Woodside businesses considering new BID program

Woodside businesses are eyeing a new, lighter Business Improvement District (BID) program.

The simplified version, called BID express, focuses on maintenance and sanitation, reducing costs for its members by centralizing management. While a traditional BID largely emphasizes administration costs and assists with marketing efforts, the downsized version appeals to smaller districts with a more localized mentality.

“We think this is a great tool for areas that want BID services but can’t afford the traditional model,” said Department of Small Business Services (SBS) spokesperson Kris Goddard.

The program, first introduced on June 21, is available citywide. According to Goddard, roughly 15 different neighborhoods across the five boroughs have expressed interest, including Woodside.

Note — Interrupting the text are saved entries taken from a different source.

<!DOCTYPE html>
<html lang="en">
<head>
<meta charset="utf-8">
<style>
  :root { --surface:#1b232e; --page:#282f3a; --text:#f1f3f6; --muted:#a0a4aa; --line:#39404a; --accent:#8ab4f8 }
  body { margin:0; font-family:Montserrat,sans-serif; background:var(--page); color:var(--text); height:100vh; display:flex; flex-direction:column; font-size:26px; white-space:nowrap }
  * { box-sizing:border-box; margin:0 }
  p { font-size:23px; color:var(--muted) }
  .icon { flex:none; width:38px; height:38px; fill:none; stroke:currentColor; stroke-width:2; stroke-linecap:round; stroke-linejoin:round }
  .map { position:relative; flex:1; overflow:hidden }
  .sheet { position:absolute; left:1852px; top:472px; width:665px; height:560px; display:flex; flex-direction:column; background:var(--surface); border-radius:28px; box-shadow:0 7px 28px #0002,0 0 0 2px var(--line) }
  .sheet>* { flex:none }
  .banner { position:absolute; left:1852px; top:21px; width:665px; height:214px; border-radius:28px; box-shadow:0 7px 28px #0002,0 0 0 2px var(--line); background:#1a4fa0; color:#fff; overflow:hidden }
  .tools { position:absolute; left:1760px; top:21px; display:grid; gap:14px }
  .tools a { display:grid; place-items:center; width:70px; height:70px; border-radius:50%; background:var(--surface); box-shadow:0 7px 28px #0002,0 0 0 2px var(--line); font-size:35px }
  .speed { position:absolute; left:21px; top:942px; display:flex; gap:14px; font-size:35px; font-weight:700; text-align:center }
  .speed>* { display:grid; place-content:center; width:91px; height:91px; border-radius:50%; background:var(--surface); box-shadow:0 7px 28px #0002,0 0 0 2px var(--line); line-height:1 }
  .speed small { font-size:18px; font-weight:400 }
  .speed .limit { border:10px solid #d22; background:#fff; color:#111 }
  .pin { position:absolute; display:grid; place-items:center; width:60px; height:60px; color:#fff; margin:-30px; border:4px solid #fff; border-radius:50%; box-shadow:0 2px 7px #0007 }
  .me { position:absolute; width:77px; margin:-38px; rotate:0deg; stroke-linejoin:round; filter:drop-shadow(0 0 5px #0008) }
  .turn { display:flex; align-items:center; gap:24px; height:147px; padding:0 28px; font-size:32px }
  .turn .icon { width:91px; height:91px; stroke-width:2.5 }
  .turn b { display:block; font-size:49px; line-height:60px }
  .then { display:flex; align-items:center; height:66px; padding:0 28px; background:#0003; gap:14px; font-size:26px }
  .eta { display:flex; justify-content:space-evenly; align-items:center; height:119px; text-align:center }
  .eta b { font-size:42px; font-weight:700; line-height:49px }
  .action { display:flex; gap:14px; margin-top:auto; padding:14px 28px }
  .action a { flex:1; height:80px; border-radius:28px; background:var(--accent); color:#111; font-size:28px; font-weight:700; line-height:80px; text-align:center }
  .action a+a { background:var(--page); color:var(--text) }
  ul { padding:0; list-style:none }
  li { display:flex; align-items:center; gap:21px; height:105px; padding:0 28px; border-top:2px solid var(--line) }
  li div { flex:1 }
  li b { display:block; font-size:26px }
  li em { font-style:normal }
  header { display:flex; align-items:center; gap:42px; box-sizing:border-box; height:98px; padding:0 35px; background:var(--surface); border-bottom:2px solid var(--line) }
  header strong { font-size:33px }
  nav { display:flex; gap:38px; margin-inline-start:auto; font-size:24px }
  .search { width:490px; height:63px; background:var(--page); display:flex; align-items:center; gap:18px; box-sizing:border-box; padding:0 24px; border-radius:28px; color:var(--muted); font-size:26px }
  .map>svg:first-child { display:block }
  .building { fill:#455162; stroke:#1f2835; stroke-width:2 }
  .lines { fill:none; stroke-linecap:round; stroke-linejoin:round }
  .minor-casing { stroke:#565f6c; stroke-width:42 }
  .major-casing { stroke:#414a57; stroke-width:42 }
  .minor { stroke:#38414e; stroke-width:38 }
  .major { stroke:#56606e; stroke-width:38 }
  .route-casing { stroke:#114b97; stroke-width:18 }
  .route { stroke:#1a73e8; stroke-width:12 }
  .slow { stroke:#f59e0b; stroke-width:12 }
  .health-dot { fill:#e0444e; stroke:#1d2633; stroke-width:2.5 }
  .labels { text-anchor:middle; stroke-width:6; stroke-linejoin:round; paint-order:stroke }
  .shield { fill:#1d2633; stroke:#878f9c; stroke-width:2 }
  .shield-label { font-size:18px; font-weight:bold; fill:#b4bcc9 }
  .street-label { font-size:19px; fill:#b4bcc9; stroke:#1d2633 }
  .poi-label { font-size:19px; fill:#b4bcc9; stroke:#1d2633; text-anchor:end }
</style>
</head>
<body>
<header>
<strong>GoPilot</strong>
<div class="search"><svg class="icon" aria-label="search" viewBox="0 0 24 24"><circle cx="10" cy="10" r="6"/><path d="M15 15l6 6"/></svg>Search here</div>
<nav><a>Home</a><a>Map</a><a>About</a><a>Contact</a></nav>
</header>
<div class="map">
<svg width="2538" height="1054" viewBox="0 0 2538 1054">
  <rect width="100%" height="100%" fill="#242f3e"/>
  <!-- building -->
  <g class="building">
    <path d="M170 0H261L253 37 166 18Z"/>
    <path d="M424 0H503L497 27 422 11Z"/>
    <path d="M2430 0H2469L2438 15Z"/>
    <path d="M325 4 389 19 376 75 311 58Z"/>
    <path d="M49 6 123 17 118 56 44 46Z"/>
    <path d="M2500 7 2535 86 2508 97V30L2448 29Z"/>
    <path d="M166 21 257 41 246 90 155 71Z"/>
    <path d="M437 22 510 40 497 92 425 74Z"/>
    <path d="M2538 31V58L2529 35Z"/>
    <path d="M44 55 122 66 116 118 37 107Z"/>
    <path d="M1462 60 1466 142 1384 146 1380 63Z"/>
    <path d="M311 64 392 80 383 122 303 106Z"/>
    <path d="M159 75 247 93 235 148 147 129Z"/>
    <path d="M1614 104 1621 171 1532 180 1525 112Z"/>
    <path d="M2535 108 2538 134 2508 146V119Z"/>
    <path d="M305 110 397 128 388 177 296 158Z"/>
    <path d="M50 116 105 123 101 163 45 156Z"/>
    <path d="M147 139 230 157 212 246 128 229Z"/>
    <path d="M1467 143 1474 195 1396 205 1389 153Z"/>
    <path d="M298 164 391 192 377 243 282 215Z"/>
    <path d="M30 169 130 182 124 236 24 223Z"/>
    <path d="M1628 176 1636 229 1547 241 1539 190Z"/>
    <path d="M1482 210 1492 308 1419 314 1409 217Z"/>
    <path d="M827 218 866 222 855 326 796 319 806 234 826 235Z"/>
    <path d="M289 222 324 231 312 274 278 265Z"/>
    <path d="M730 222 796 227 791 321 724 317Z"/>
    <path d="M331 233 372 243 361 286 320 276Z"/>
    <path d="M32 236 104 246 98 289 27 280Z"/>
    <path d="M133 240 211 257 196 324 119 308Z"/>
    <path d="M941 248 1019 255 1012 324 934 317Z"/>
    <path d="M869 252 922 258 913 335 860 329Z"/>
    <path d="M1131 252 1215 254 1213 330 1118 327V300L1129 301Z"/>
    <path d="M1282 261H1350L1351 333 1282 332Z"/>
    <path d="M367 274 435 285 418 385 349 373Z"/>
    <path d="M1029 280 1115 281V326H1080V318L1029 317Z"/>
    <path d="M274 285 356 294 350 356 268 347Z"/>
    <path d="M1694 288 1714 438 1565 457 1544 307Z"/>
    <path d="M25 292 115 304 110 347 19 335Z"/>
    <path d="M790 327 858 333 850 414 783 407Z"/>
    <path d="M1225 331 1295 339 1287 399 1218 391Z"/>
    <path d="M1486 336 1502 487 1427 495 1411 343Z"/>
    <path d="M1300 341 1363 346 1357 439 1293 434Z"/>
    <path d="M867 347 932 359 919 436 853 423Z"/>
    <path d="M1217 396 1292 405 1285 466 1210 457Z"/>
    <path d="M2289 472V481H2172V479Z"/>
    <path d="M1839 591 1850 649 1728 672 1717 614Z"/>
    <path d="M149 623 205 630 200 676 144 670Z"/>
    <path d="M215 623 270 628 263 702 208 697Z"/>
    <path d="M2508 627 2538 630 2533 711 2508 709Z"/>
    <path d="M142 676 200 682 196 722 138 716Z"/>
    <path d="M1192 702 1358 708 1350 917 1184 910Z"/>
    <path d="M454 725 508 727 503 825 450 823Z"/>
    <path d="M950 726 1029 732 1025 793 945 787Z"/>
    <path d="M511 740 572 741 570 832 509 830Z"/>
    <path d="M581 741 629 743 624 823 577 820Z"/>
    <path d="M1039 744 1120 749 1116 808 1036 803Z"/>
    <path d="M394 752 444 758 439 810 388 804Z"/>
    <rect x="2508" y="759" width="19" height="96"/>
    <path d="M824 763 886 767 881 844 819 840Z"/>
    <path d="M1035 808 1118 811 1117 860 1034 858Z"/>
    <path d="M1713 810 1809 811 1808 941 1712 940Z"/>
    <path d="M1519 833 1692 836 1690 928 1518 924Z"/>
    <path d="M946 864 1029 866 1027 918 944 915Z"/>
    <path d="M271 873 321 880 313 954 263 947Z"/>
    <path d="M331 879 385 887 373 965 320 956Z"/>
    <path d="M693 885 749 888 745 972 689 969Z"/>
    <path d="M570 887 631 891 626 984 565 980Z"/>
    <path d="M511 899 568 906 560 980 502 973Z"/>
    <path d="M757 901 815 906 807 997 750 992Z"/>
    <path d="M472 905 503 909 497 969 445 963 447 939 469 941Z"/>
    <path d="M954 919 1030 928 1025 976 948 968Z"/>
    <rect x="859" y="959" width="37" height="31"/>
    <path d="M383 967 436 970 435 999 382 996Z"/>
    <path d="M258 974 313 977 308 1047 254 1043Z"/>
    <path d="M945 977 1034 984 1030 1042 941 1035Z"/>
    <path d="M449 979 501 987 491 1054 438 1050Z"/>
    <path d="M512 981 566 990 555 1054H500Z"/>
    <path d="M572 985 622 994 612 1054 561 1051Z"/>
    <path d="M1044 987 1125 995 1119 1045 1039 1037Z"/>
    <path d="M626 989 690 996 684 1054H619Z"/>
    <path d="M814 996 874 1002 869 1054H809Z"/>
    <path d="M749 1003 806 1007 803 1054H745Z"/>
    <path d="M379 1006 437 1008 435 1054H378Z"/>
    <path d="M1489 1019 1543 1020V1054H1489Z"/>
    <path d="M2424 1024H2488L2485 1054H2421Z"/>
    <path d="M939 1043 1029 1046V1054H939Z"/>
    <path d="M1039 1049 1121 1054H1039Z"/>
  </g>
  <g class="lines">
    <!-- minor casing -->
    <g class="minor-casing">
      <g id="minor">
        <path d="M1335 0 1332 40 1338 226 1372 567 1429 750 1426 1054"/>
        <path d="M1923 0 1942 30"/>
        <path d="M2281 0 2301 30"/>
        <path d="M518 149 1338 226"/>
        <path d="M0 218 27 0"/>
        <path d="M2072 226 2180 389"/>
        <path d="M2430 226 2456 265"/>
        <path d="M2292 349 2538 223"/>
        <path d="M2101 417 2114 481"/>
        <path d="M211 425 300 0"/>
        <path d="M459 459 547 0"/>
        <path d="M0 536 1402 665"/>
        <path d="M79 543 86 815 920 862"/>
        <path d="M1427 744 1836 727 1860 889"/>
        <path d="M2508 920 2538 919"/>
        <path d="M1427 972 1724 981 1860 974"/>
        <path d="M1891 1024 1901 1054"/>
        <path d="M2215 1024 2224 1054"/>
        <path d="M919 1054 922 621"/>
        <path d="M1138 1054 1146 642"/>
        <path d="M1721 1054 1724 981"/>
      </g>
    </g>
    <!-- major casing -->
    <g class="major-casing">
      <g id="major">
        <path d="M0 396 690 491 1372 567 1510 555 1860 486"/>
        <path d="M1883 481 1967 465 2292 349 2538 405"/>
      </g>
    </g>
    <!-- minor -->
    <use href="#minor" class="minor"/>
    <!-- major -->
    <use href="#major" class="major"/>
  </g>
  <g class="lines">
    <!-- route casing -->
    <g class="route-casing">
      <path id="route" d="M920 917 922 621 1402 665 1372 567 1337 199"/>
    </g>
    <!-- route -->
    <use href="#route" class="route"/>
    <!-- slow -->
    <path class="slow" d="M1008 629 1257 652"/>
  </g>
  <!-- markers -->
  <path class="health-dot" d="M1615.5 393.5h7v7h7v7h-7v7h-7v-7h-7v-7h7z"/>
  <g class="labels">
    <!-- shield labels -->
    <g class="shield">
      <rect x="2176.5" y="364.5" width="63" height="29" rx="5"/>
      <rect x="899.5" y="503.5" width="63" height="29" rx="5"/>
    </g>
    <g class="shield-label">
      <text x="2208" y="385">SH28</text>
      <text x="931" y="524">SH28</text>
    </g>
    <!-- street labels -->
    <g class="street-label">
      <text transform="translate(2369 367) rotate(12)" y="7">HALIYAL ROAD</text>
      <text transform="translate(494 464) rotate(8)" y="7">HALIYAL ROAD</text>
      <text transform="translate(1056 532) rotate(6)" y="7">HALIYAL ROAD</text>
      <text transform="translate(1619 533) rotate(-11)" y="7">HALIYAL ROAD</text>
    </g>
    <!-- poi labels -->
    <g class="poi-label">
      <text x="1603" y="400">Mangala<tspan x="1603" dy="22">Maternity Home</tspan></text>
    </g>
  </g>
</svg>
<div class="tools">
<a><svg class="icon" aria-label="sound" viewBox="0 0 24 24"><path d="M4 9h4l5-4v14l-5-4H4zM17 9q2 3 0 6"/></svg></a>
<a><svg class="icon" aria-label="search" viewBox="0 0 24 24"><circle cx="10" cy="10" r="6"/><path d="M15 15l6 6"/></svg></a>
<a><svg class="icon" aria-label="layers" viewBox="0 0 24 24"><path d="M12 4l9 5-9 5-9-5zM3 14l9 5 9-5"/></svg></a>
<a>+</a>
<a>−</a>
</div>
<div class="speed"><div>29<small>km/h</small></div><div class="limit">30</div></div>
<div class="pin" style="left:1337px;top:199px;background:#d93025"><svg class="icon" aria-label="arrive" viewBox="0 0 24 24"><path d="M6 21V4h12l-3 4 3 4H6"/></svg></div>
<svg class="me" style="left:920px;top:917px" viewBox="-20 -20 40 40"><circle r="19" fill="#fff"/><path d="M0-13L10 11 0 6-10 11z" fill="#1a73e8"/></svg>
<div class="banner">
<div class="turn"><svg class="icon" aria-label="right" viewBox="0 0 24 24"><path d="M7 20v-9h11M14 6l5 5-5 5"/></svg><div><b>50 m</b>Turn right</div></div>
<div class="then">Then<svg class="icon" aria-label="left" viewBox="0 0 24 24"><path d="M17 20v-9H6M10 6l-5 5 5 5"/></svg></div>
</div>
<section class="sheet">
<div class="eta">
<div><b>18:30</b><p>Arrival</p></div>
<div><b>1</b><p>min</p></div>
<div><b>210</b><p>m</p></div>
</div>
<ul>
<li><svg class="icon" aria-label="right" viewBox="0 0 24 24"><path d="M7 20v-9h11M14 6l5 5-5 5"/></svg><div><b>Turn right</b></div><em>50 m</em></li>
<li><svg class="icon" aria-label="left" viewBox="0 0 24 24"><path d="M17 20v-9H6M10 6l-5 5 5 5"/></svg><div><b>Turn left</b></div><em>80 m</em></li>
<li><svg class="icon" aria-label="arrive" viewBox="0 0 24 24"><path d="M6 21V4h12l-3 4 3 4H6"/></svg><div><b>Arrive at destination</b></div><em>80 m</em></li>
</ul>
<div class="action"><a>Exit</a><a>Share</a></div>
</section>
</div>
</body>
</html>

Joe Conley, chair of Community Board 2 and founder of both the Long Island City and Sunnyside BIDs, first initiated the Woodside BID a year ago. Currently in the process of educating local businesses about the positives to joining, Conley said the most important step in establishing a BID is identifying the needs of local businesses. In Woodside, businesses’ main concerns were advertising, security and maintenance.

The average BID fee for a storefront under the innovative program is between $200 and $400 annually. Dues go towards hiring private contractors to take care of basic chores, such as cleaning sidewalks and painting over graffiti. According to Conley, both the LIC and Sunnyside BIDs as well as the SBS will be assisting with the development of the Woodside program.

“We’re trying to enhance the neighborhood and give them a voice,” said Conley. “They have someone advocating for them on a full time basis.”

According to Conley, 15 Woodside businesses have reached out in interest in joining the BID.

“I think its well worth it,” said Frank Ottomanelli, owner of Ottomanelli and Sons, a family-run meat shop in Woodside. “I hope that it does work. I don’t think it can hurt.”

Some business owners, excited for the BID program to hit their block, believe it will increase foot traffic, particularly among commuters.

“Anything that improves an area is going to help it,” said Sean Sullivan, a manager at Sean Og’s Tavern. “Woodside is an important area because it has the No. 7 train and the Long Island Rail Road. We decided to get involved because we thought it would be good for the area. Right now, business is steady, but the BID may attract more people.”

According to Conley, after public hearings and meetings with city council, the Woodside BID will be instated some time in 2013.